• **TASK DESCRIPTION**
Copy out all lines of the records in which the word "lineWidth" appears.

DATA FOR ANALYSIS Start Marker

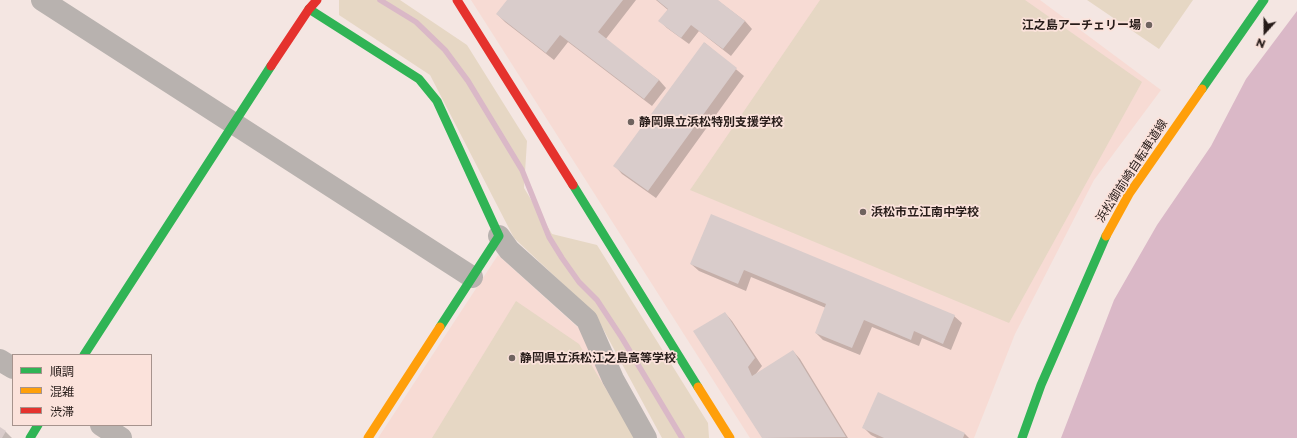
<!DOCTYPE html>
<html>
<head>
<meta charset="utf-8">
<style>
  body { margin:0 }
  #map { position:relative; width:1297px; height:438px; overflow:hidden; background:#f4e6e2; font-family:Montserrat,"Noto Sans JP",sans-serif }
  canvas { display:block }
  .legend { position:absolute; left:12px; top:354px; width:140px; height:72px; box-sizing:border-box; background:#fbe2db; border:1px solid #a6938d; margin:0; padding:5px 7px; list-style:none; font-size:12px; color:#271c19 }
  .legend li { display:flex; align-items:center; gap:8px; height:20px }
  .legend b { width:20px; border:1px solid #a6938d }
  .north { position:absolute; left:1245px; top:12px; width:40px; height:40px; -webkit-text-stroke:3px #fbe2db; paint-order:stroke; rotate:201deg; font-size:11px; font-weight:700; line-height:16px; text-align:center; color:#271c19 }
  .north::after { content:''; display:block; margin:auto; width:14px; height:18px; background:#271c19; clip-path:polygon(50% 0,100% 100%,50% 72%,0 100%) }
</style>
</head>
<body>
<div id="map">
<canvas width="1297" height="438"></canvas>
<ul class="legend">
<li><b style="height:5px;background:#30b455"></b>順調</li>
<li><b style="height:5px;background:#ff9f0a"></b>混雑</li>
<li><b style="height:5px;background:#e5322d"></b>渋滞</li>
</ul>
<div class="north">N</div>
</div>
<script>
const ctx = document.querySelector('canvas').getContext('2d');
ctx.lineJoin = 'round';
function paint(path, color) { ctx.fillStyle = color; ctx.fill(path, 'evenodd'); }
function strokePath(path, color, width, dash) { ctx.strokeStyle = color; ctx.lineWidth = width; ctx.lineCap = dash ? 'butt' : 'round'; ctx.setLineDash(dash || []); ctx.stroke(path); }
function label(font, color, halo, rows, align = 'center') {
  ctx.font = font + ' Montserrat,"Noto Sans JP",sans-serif'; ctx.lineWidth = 3.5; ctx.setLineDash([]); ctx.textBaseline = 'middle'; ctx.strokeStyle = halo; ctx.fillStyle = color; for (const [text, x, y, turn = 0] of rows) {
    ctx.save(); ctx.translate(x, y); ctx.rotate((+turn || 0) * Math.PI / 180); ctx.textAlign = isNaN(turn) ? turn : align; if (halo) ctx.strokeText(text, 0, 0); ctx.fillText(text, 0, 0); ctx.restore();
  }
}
paint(new Path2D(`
  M471,0H1040L1161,90L1094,180L1015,334L974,438H750Z
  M498,255L581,330L636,438H378Z`), '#f7dbd4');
paint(new Path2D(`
  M339,0H400L467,45L527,141L524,188L552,234L597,245L708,423L709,438H662L595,314L514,238L430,75L339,15Z
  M820,0H1025L1142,82L1009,323L690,190Z
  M1087,0H1193L1159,49Z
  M516,301L579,344L635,438H432Z`), '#e6d7c4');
paint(new Path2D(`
  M1297,11V438H1061L1114,300L1157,225L1211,146L1246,79Z`), '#dab8c7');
paint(new Path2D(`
  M508,0H636L605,40L659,80L666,88L652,106L568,42L554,60L505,22L497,14Z
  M656,0H717L745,21L752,29L731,56L699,31L689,44L667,28L660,21L668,10Z
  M705,43L744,76L656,198L622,174L615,166Z
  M711,216L954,316L962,323L951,350L922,338L919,346L872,327L860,355L823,340L816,333L826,308L751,277L746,291L699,271L691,264Z
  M725,313L732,321L762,366L755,375L793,351L800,359L848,438H764L695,332Z
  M879,394L965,434L969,438H877L871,435L863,427Z
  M0,428L6,432L12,438H0Z`), '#0003');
strokePath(new Path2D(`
  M380,0L416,22L445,50L468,81L522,170L549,237L562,258L579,282L597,300L622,338L682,438`), '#dab8c7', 5.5);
paint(new Path2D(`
  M507,0H623L598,32L659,80L644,99L560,35L546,53L496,14Z
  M657,0H718L745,21L723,49L691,25L681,38L658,21L668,9Z
  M704,42L737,68L648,191L613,166Z
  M711,214L955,315L943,344L914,331L911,340L864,320L852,348L815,333L826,304L744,270L738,284L690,264Z
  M725,312L755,358L748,367L752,376L793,350L846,437L762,438L693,331Z
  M878,392L965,433L963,438H884L862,428Z
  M0,427L6,431L2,438H0Z`), '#d9cccb');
strokePath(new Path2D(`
  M42,0L472,277
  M499,236L509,250L587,320L613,379L646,438
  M0,360L13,368
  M101,425L121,438`), '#b8b2af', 22);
strokePath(new Path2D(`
  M309,9L419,79L437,101L499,236L440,327
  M1202,89L1264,0
  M573,185L698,387
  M84,355L271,66
  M30,438L38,425
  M1022,438L1041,385L1106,236`), '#30b455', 9);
strokePath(new Path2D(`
  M1106,236L1129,194L1202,89
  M698,387L730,438
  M368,438L440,327`), '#ff9f0a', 9);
strokePath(new Path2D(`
  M457,0L573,185
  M271,66L309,9L317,0`), '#e5322d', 9);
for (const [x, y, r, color] of [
  [1149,25,4,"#6f635f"],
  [631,122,4,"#6f635f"],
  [863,212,4,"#6f635f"],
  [512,358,4,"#6f635f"]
]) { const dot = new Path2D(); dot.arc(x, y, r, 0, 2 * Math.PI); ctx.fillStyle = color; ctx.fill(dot); strokePath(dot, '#fbe2db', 1.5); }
label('bold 12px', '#271c19', '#fbe2db', [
  ["江之島アーチェリー場",1141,25,"right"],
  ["静岡県立浜松特別支援学校",639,122],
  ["浜松市立江南中学校",871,212],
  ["静岡県立浜松江之島高等学校",520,358]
], 'left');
label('12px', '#271c19', '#fbe2db', [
  ["浜松御前崎自転車道線",1132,171,-57]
]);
</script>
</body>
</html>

DATA FOR ANALYSIS End Marker

• **YOUR RESPONSE**
function strokePath(path, color, width, dash) { ctx.strokeStyle = color; ctx.lineWidth = width; ctx.lineCap = dash ? 'butt' : 'round'; ctx.setLineDash(dash || []); ctx.stroke(path); }
  ctx.font = font + ' Montserrat,"Noto Sans JP",sans-serif'; ctx.lineWidth = 3.5; ctx.setLineDash([]); ctx.textBaseline = 'middle'; ctx.strokeStyle = halo; ctx.fillStyle = color; for (const [text, x, y, turn = 0] of rows) {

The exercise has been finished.